Une journée un peu grise de printemps nous avait tout de même décidés à nous balader au bord du lac. Nous étions, Fabi et moi, sur la plage, quand un couple de colverts capta mon attention. Leur parade amoureuse battait son plein quand je me retournai vers Fabi pour lui déclarer tout de go que je voulais tenter de séduire la cane. Dès lors j’entrepris, avec toute la conviction dont j’étais capable, d’élaborer un stratagème d’approche afin d’établir le premier contact avec elle. Je m’accroupis tout en lui parlant d’une voix que je voulais la plus suave, engageante possible. Avec retenue, de manière quasiment télépathique, je l’encourageai à me rejoindre sur un rivage étrange et incongru.

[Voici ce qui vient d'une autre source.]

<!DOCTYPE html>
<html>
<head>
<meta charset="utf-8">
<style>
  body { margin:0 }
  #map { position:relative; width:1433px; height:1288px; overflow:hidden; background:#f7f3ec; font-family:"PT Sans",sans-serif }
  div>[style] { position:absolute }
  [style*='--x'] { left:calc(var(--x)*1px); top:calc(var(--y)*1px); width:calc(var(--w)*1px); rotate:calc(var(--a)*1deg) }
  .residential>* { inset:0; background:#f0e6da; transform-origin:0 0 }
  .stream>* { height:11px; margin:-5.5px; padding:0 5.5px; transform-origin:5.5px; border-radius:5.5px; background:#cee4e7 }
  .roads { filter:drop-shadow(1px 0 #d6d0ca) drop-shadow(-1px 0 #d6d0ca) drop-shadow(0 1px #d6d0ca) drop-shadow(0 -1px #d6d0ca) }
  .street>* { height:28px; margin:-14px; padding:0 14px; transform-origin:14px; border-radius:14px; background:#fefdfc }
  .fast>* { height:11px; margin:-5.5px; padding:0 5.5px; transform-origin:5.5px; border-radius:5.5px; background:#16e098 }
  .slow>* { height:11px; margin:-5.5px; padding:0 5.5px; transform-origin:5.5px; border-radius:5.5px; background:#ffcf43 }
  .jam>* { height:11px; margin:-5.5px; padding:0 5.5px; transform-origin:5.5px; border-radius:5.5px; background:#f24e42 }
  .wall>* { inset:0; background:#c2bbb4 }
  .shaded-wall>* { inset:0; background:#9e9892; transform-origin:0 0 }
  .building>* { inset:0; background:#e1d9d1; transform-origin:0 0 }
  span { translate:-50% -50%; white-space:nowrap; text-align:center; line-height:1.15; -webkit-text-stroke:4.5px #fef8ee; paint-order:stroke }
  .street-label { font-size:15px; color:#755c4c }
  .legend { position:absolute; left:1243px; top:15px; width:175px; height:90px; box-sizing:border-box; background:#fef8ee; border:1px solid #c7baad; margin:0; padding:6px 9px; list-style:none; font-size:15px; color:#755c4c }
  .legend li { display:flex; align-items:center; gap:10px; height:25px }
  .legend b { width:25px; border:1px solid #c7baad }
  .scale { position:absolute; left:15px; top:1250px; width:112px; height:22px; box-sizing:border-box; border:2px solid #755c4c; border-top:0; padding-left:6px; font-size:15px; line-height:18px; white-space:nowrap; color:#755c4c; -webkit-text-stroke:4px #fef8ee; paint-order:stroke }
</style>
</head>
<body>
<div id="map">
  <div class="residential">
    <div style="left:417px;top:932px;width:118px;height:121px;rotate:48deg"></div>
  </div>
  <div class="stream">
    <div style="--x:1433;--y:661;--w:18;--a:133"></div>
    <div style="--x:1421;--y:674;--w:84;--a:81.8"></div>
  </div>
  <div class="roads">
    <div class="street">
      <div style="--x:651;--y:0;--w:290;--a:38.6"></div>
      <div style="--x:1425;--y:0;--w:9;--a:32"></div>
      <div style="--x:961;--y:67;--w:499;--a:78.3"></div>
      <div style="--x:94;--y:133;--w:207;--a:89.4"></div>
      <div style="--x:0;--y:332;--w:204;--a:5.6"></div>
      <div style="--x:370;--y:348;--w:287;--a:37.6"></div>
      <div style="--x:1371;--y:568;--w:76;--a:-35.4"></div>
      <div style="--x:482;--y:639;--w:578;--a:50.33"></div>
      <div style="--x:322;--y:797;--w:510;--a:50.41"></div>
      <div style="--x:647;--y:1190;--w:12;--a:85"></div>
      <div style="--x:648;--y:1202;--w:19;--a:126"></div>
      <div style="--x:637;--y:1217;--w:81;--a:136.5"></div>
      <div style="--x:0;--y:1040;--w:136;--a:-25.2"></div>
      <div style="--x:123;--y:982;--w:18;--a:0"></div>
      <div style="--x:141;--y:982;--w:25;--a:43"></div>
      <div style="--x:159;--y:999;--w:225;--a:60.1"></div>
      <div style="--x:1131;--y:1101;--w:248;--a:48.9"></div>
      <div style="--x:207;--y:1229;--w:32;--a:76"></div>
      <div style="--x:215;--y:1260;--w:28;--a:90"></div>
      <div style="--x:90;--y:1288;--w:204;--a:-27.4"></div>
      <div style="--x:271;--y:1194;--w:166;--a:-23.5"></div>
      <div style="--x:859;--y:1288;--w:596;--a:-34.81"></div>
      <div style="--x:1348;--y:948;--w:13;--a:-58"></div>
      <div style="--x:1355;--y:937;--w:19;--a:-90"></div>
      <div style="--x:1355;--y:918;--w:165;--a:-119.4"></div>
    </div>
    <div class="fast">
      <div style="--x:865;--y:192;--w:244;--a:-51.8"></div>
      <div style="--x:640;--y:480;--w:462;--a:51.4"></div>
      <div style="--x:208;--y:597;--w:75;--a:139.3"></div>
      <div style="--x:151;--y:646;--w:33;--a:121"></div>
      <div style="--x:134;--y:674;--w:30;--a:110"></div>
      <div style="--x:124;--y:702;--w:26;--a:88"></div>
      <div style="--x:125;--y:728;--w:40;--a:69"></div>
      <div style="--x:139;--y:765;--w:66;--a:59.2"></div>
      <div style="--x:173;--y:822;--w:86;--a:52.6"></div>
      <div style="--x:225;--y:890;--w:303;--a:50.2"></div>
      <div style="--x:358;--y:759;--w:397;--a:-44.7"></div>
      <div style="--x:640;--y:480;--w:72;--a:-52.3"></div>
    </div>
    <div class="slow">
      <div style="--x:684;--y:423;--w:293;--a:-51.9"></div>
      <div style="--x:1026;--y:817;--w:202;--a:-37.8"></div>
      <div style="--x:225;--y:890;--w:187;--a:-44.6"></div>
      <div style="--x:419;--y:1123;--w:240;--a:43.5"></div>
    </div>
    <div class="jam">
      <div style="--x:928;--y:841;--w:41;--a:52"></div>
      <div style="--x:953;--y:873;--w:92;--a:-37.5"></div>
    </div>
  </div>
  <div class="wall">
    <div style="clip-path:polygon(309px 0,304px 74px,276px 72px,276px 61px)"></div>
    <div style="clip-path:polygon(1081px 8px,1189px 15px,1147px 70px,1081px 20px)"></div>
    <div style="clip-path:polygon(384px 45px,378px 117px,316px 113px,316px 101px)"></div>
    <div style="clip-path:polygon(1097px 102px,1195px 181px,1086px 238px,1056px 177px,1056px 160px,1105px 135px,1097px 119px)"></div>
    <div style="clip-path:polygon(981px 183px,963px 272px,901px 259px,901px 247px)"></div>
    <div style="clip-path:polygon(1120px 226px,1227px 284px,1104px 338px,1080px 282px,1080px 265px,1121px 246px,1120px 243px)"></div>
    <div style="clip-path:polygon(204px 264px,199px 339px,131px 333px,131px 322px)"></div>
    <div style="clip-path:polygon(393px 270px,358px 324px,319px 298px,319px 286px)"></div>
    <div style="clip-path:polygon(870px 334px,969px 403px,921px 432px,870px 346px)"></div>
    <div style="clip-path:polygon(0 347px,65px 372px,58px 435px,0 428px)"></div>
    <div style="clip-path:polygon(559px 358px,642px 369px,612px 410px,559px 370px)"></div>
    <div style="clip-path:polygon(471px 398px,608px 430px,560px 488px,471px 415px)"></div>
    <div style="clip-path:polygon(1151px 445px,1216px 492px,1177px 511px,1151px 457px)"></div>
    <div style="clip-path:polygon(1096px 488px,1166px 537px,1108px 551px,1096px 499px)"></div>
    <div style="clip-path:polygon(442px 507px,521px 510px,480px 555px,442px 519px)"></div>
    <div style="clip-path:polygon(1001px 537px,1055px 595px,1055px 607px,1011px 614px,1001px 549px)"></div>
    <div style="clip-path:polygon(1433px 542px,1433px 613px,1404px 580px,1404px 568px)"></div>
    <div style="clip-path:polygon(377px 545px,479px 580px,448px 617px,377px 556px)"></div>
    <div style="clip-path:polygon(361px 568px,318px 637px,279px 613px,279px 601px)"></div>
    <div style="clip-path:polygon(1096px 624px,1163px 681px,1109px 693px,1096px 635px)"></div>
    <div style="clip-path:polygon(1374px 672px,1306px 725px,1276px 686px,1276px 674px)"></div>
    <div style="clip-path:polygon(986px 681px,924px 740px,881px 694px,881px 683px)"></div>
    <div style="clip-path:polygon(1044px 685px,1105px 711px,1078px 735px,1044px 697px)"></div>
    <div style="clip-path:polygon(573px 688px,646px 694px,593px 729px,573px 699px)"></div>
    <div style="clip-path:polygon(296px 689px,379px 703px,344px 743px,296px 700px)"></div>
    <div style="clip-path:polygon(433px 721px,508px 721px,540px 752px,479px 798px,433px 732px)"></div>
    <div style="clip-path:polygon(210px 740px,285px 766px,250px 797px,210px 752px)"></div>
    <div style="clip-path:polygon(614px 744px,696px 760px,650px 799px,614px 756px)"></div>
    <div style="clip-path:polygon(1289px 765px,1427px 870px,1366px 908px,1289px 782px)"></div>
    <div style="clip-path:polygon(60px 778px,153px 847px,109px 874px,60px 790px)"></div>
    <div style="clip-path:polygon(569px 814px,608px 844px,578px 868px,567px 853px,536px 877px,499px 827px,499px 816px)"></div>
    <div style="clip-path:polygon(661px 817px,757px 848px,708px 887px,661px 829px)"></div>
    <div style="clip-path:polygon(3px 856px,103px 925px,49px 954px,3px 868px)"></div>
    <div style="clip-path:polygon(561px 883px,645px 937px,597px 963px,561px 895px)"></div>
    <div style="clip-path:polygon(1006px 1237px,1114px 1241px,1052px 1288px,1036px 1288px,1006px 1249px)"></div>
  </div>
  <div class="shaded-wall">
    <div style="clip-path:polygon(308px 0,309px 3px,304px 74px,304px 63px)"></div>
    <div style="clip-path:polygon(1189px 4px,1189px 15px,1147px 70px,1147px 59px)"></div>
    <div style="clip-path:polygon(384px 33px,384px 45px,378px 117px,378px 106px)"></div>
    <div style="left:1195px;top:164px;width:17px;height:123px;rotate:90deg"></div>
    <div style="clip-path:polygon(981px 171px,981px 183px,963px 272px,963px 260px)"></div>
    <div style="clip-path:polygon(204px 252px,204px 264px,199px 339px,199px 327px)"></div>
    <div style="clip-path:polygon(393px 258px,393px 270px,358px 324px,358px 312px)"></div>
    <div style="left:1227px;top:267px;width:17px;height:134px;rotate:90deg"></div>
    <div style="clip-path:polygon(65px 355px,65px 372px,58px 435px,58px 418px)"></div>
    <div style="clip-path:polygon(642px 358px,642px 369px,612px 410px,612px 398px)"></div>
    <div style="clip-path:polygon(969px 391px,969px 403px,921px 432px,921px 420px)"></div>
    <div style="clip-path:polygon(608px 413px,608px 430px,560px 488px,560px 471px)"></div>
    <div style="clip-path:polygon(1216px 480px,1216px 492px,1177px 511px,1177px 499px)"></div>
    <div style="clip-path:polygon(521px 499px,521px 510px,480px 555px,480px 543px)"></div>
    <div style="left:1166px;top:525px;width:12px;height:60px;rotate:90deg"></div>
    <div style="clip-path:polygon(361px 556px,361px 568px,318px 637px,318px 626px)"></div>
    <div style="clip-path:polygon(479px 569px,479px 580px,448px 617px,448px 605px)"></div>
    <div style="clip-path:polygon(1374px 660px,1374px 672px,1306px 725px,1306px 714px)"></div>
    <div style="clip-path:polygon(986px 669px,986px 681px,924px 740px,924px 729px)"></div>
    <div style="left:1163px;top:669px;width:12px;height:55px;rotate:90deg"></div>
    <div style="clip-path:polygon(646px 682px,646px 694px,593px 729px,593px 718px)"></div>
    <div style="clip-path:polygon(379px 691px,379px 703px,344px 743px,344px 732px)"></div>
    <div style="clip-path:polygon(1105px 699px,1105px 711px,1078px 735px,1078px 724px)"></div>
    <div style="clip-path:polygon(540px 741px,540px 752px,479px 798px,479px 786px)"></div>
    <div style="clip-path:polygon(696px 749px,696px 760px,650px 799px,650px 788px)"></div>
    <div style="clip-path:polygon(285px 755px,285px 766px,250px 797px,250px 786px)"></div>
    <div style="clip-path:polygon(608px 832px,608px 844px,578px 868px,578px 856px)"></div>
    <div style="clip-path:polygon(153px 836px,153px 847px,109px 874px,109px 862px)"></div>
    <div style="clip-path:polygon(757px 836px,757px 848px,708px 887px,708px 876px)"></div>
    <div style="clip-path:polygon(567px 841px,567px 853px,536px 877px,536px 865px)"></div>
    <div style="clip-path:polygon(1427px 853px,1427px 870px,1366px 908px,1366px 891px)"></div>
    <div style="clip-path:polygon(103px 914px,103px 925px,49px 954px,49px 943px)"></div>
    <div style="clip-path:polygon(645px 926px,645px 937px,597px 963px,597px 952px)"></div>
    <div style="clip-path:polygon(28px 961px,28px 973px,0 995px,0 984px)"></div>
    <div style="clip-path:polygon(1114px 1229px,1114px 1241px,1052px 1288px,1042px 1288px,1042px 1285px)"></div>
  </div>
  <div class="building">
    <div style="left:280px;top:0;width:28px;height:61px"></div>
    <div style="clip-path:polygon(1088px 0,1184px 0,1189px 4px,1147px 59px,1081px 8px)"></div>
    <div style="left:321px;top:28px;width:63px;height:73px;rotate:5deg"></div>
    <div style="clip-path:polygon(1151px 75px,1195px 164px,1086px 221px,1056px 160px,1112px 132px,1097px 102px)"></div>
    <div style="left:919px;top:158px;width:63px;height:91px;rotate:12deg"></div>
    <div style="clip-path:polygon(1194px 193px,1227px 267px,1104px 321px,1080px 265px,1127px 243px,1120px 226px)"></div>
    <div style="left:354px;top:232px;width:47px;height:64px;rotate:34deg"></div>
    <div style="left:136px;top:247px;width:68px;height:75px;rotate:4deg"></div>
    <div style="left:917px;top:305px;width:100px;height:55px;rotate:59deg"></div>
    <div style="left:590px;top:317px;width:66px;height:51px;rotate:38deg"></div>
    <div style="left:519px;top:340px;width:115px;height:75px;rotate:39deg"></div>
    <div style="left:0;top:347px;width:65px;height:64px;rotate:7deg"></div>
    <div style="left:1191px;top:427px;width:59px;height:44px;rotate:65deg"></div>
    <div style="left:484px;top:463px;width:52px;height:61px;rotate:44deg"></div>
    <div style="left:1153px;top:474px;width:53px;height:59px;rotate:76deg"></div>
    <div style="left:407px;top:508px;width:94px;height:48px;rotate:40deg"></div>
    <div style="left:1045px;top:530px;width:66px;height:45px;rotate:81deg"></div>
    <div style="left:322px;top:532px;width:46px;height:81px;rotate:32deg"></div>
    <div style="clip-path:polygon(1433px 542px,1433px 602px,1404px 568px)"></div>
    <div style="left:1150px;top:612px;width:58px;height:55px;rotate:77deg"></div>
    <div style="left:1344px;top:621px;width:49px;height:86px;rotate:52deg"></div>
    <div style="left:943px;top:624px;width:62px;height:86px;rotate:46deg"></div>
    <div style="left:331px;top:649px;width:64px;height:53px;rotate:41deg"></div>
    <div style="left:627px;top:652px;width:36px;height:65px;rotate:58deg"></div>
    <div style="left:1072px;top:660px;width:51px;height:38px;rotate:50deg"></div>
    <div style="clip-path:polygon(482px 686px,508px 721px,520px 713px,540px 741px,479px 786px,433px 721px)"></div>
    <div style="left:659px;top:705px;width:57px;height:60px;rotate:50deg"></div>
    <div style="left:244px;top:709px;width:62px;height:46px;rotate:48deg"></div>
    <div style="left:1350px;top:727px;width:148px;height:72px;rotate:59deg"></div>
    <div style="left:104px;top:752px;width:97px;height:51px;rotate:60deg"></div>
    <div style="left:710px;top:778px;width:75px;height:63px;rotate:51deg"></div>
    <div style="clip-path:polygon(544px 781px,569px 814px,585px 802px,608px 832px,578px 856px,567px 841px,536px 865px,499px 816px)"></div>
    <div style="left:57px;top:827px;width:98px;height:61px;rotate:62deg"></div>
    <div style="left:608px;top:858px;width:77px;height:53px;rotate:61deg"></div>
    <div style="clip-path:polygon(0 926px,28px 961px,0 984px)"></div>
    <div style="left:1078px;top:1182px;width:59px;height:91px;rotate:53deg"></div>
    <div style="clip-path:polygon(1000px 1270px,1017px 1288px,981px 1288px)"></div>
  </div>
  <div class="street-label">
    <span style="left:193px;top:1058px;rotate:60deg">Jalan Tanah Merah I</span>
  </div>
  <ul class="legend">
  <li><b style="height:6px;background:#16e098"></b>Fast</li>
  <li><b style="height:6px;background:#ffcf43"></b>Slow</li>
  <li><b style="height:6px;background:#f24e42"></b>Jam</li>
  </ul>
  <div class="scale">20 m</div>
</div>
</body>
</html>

Les événements se sont précipités. La cane me regarda avec insistance, se détournant ipso facto du pourtant superbe ramage de son courtisan. Elle dodelina de l’arrière-train en entamant sa venue dans ma direction. J’étais à bonne distance et déjà le soupirant abandonnait la partie. Il prit son envol. Une fois l’effet de surprise dépassé, la scène qui se jouait se chargeait encore de sens. Je l’avais hypnotisée, elle m’avait hypnotisé. Elle était belle dans sa bipédie pataude et rassurante. Confiante et décidée, elle s’approchait de moi désarmante de gentillesse. Je ne bougeai pas un cil de peur de compromettre ce moment de pure magie. Comme électrisés l’un par l’autre, nous nous étions reconnus, choisis. Nous allions tout droit vers un point inconnu et culminant, mais c’était sans compter sur la virulence de la réaction de ma compagne qui me rappelait brutalement à son bon souvenir. Aussi notre relation, entre la cane et moi, cessa sur le champ. Moi je trouvais cruel d’interrompre cette idylle tout juste naissante. Je ne sais pas ce qu’elle est devenue, elle. J’avais l’espoir qu’elle ait pu rejoindre, sans trop de dommage, son compagnon légitime qui, magnanime et grand seigneur, lui aurait pardonné ses frasques avec un étranger. C’était tout ce que je lui souhaitais alors. J’étais si mal à l’aise vis-à-vis d’elle.
De mon côté, d’abord sonné comme réveillé en sursaut, je craignais le pire. L’explosion de jalousie de Fabi me surprit carrément. Elle ne pouvait plus en supporter davantage. Elle me fit une scène de tous les diables. Qu’avais-je donc commis là ? J’étais mis en demeure de répondre de mes agissements inqualifiables. Un trésor de diplomatie que j’ai dû déployer pour endiguer la crue. Je mis un temps fou à rassurer Fabi. Qu’en aucun cas elle ne pouvait comprendre ce qui venait de se produire comme un flagrant délit d’infidélité, de trahison, que c’était elle, à l’évidence, qui occupait mon esprit en permanence, qu’elle n’avait aucun souci à se faire de ce point de vue, qu’il n’y avait là nulle mise à l’épreuve ou provocation, que ce n’était qu’une expérience éthologique. Que ce n’était qu’une cane après tout. Tout cela en me moquant tendrement d’elle, avec bienveillance. Je l’ai finalement prise dans mes bras pour la cajoler. Ce n’est qu’à ce moment-là qu’elle se calma un peu. Son désarroi avait été si grand pour elle et si incompréhensible pour moi. Il n’empêche qu’elle avait raison sur un point. Je mentais. C’était vraiment fusionnel entre la cane et moi et cela ne lui avait pas échappé.
Bien des années après, nous sommes cinq attablés en terrasse quand je raconte mon histoire. Les trois femmes présentes ont toutes, simultanément, la même réaction indignée par ma conduite d’alors. De concert, elles me reprochent d’avoir prodigué mes tendresses ailleurs, alors que Fabi visiblement en avait le plus besoin. Le cinquième convive, un congénère, esquisse un sourire dans le silence absolu. Il semble y trouver son intérêt. Et l’une d’elles d’aller plus loin encore ; que la digression taxonomique est éminemment suspecte, que je dois me poser de sérieuses questions sur mon rapport au monde. Comment interroger le pire en évitant l’accusation. Ça arrive quand le paradigme est trop fort. Le porte-à-faux dans lequel je me suis mis volontairement me fait vaciller. C’est le chaudron de l’enfer. Pourtant le conflit est vain. Elle est simplement venue vers moi, la cane, et j’ai aimé ça.